Material for this task:
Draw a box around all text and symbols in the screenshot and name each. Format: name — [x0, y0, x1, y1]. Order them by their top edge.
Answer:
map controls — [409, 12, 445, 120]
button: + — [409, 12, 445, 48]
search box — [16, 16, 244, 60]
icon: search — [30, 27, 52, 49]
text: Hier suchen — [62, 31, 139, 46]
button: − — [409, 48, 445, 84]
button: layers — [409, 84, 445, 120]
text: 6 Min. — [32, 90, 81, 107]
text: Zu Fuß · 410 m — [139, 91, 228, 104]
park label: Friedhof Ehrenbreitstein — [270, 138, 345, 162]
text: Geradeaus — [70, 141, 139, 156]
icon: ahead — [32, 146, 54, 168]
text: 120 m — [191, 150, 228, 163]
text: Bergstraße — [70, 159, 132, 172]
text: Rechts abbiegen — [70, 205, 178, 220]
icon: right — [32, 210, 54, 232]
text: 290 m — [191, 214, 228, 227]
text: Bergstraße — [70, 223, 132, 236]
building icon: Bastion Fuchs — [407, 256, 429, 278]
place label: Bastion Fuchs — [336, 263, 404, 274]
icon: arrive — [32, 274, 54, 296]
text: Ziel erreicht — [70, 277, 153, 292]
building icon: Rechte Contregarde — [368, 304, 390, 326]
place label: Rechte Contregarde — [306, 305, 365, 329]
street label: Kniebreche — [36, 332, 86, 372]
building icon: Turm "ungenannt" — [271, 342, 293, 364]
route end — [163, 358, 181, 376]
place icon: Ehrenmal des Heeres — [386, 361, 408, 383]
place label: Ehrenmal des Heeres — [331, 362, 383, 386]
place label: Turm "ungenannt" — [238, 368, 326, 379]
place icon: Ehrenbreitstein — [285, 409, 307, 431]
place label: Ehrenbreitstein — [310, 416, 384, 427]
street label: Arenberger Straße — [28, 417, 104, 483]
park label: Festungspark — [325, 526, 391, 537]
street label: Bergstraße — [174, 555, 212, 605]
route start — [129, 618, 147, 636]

Task directions: Go line by line through the entries above and tally those that hold the word "Fuchs"; give the tally alone.

Written answer: 2